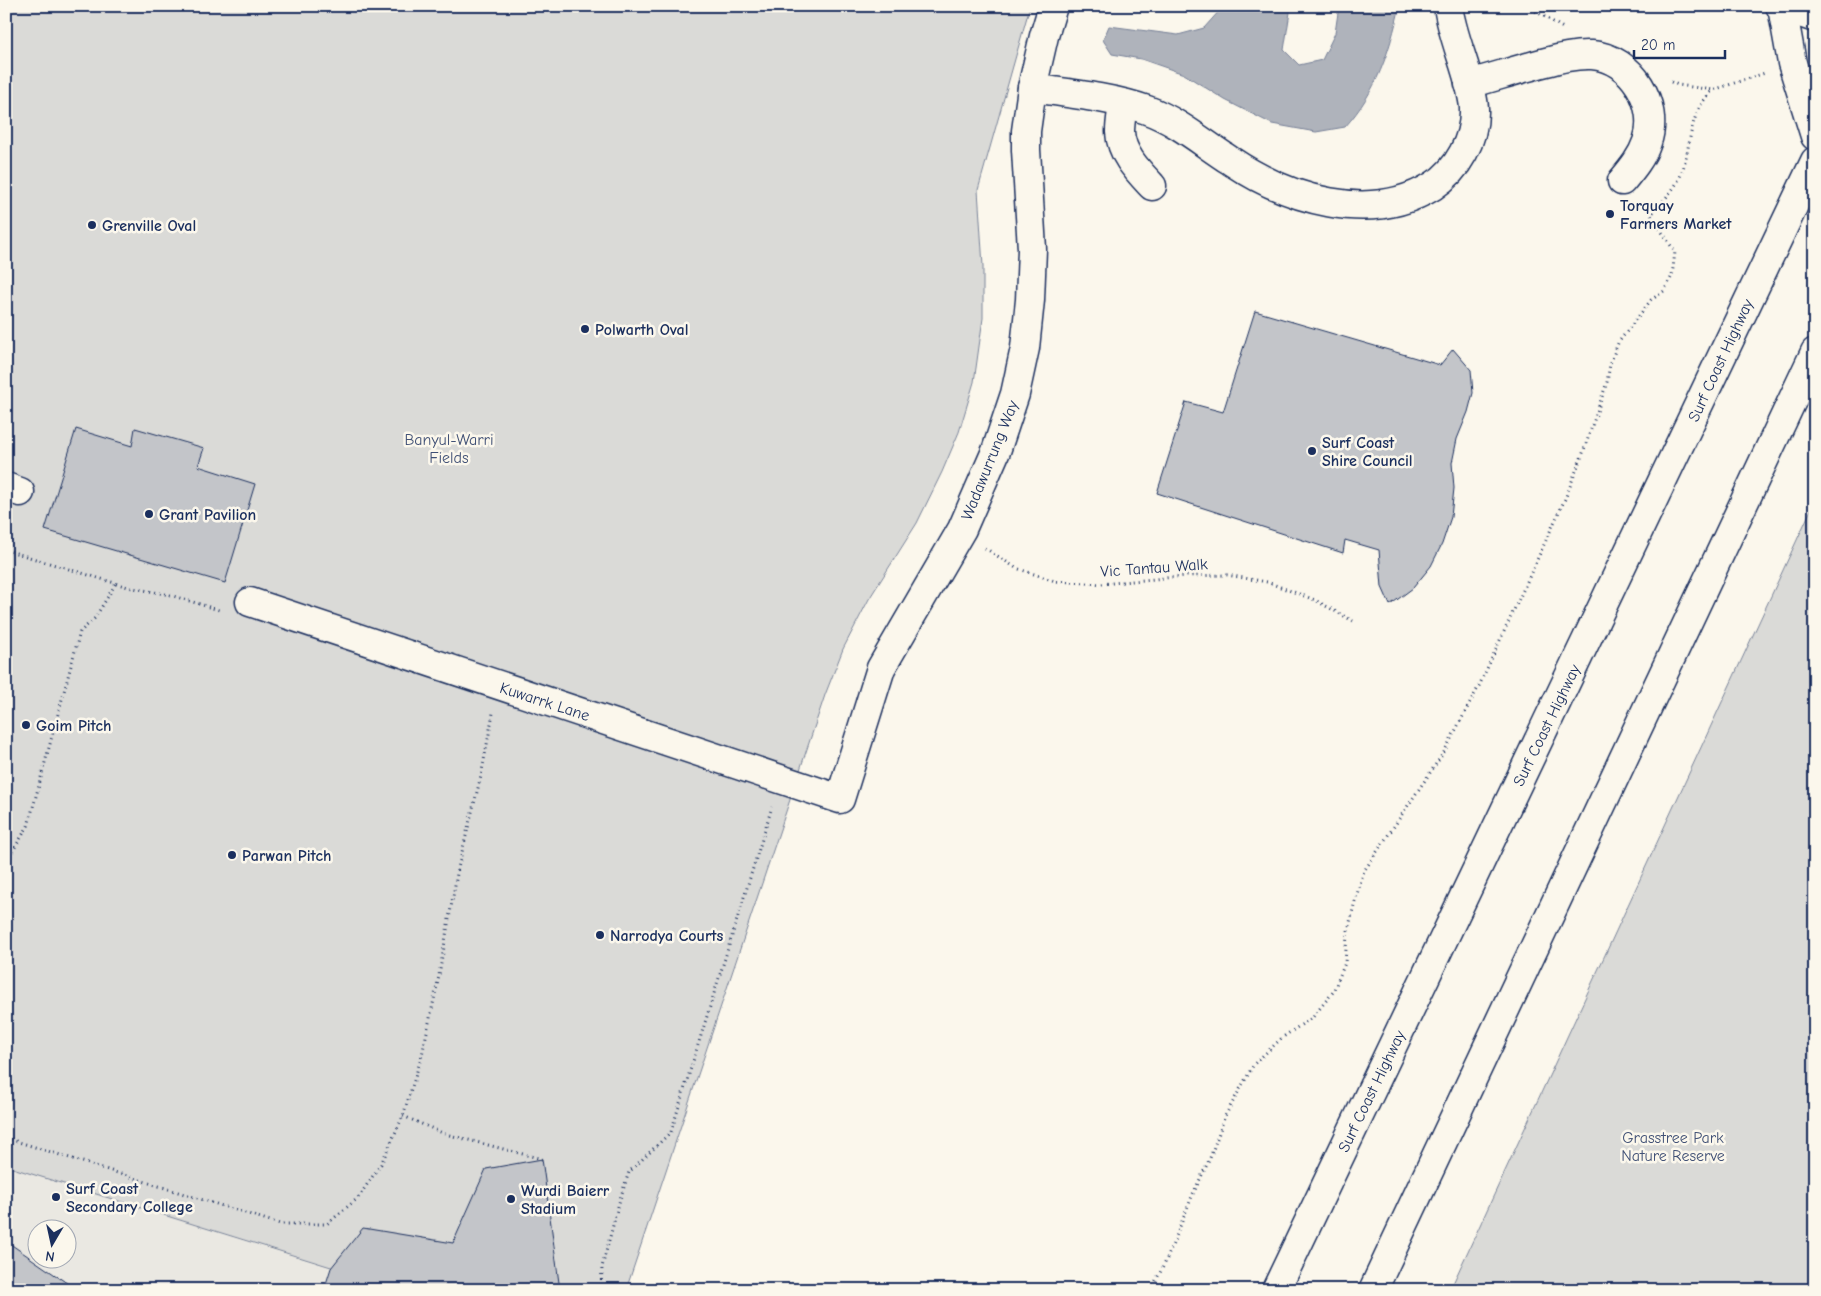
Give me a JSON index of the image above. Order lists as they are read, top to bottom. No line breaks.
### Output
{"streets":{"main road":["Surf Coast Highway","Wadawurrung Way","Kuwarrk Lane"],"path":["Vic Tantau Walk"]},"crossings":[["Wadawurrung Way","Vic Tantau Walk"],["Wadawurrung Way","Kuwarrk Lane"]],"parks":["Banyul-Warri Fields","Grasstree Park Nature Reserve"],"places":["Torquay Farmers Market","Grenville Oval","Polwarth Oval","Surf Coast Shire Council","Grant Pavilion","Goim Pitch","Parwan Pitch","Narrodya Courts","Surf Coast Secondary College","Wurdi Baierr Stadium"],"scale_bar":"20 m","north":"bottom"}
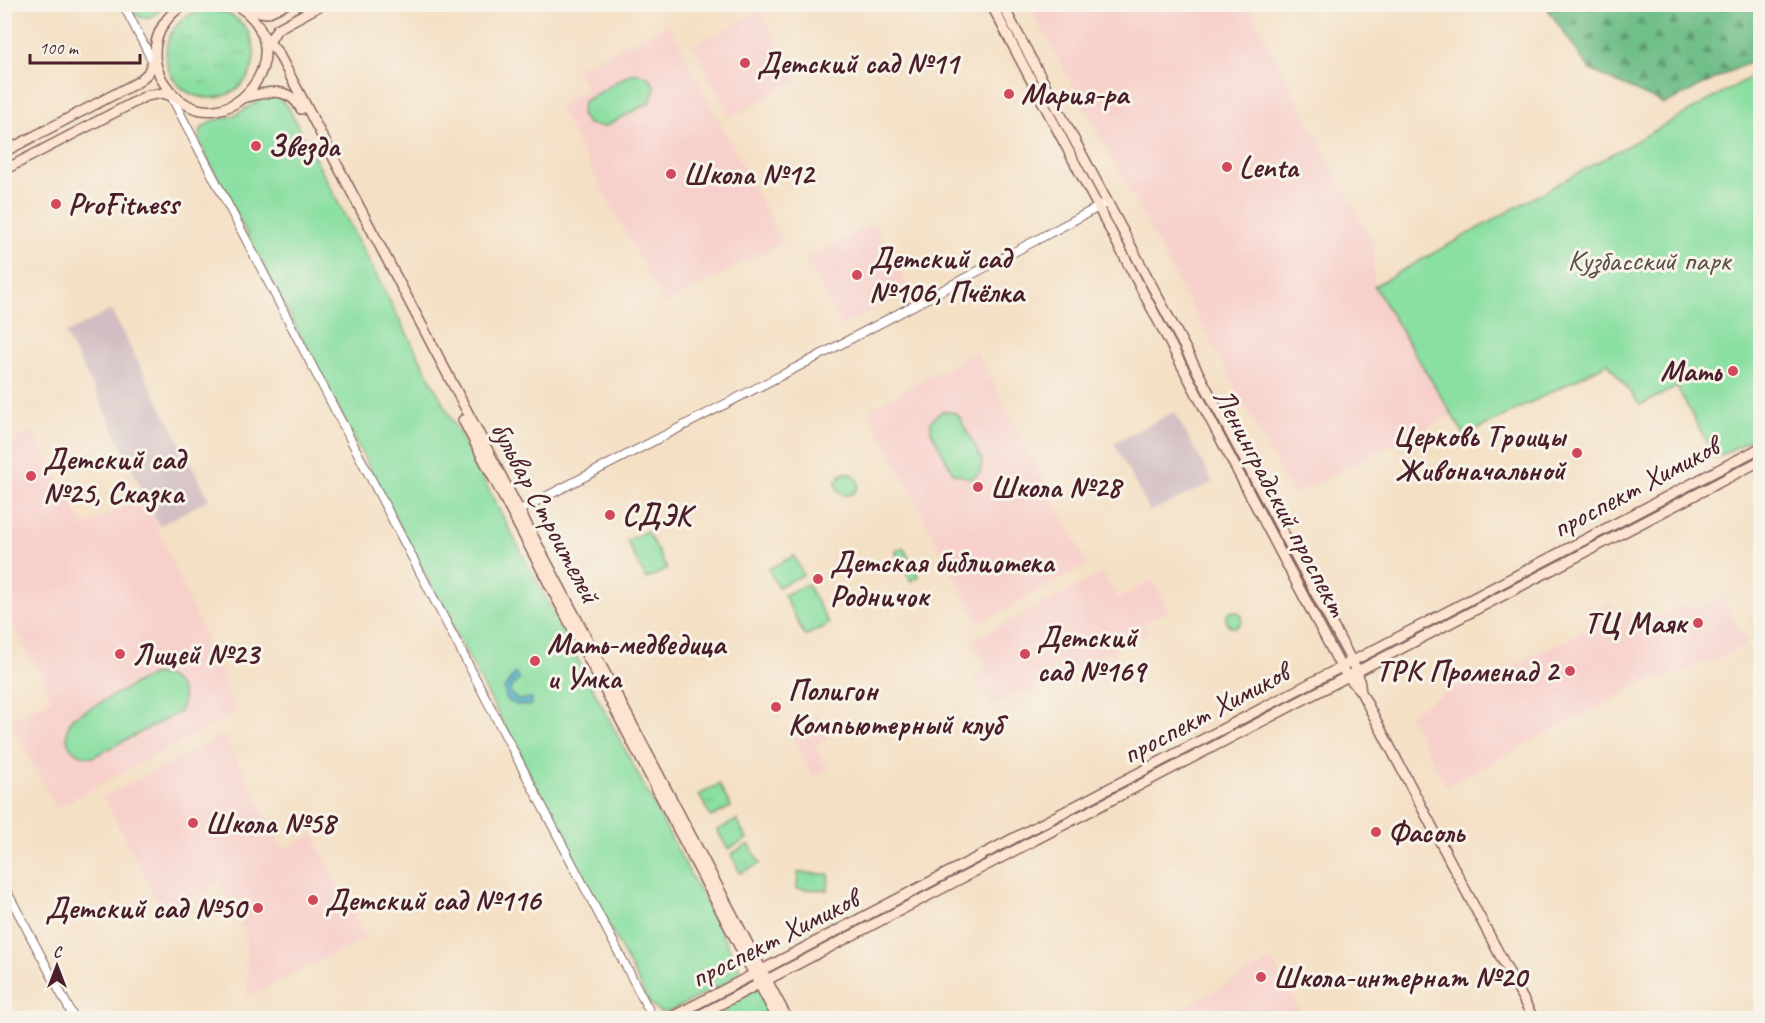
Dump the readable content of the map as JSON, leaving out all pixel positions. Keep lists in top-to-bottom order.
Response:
::::
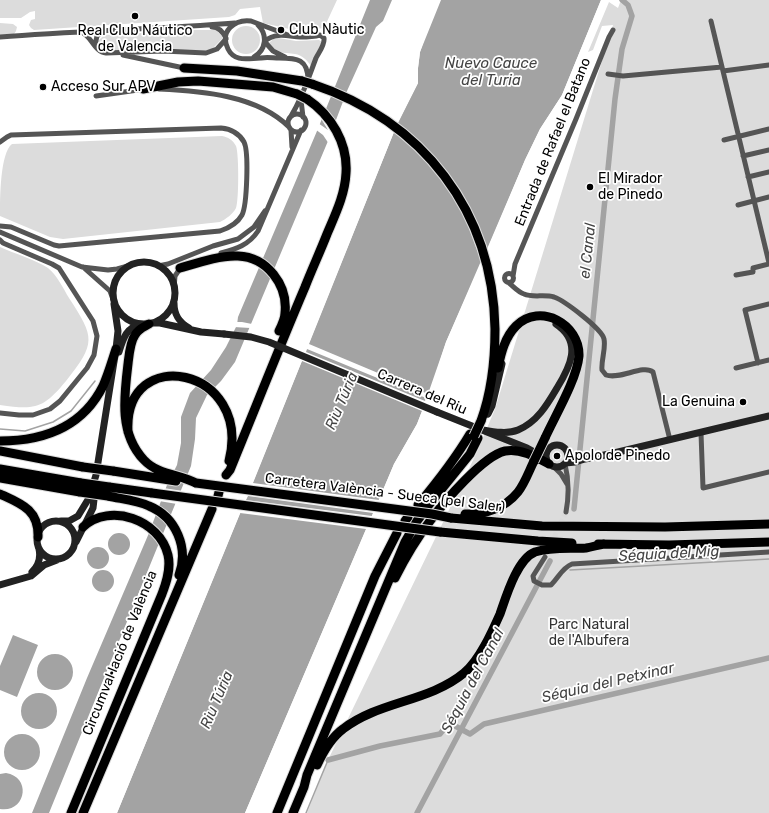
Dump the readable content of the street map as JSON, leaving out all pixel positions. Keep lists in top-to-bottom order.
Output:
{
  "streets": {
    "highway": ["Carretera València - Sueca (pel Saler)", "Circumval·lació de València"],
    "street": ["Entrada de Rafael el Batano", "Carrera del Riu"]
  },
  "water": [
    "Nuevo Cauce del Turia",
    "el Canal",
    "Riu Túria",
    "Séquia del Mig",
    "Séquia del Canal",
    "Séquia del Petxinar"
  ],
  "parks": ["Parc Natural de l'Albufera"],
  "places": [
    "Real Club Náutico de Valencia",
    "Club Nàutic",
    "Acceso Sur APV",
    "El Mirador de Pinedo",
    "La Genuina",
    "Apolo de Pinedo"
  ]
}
::::
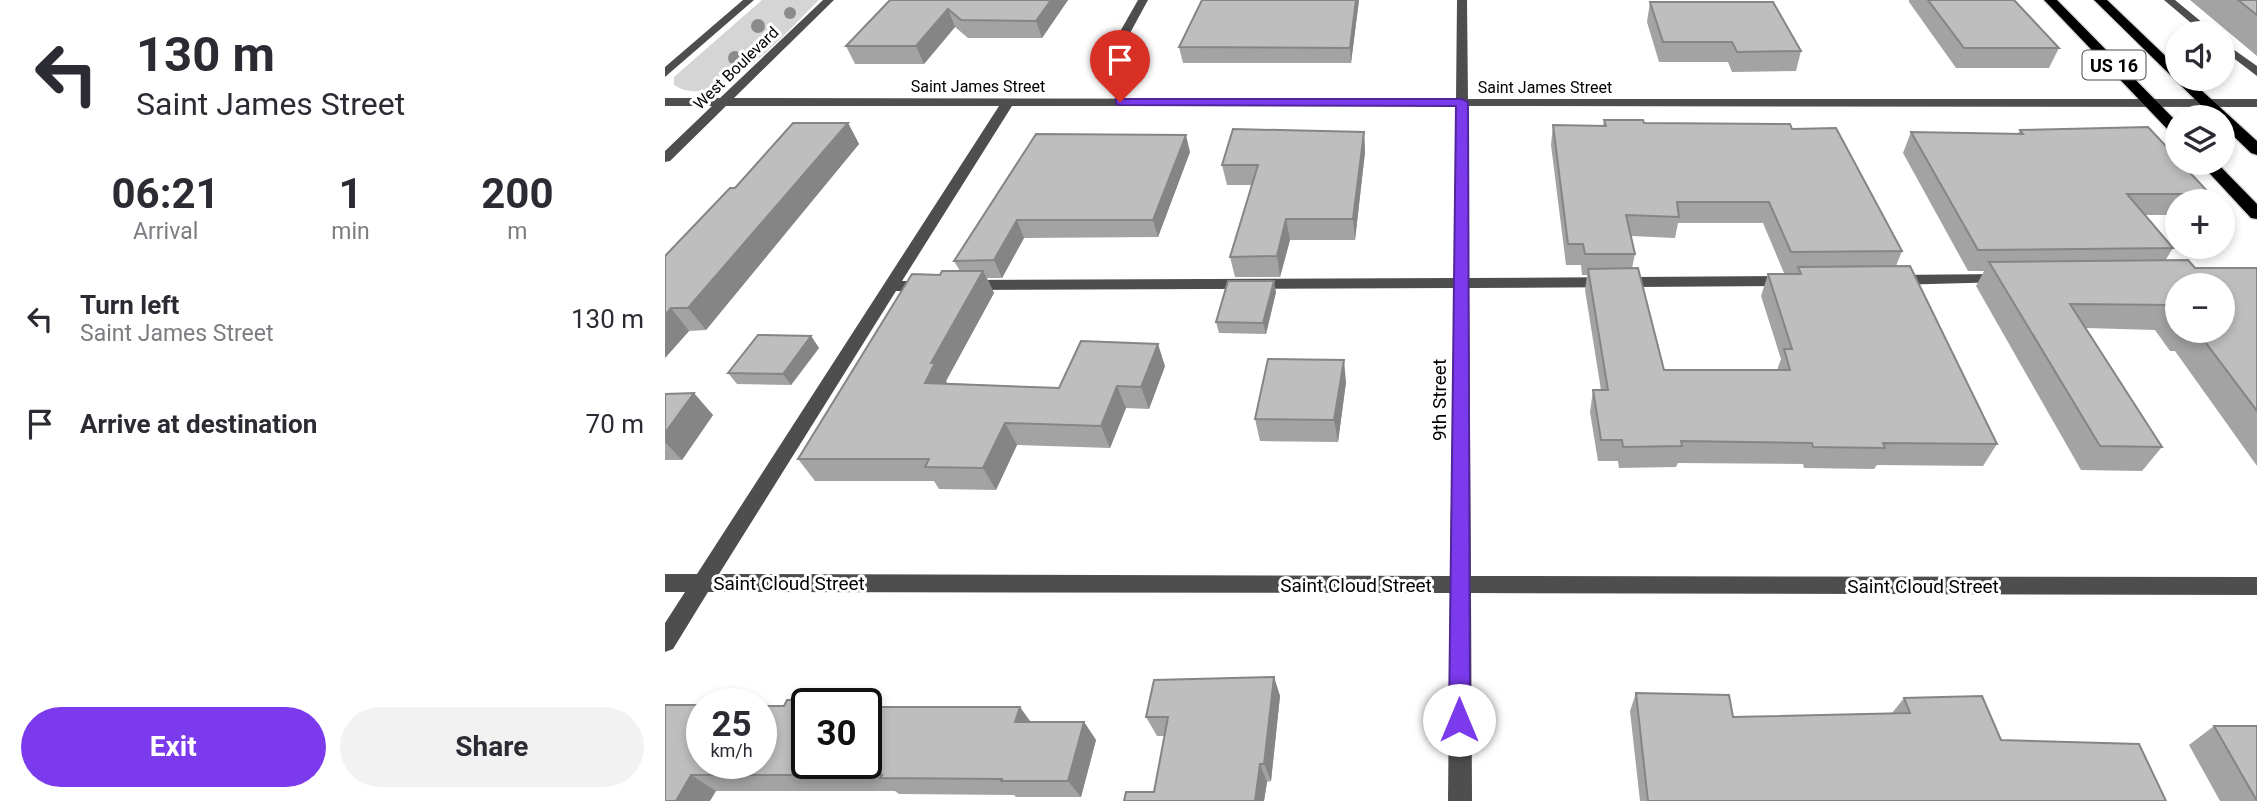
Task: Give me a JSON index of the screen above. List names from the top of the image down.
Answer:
::::
→ What the exercise asks
Search the data above for the word "content". Copy each line it is in.

→ Expected answer
Dump the readable content of the map as JSON, leaving out all pixel positions. Keep lists in top-to-bottom order.
Dump the readable content of the street map as JSON, leaving out all pixel positions. Keep lists in top-to-bottom order.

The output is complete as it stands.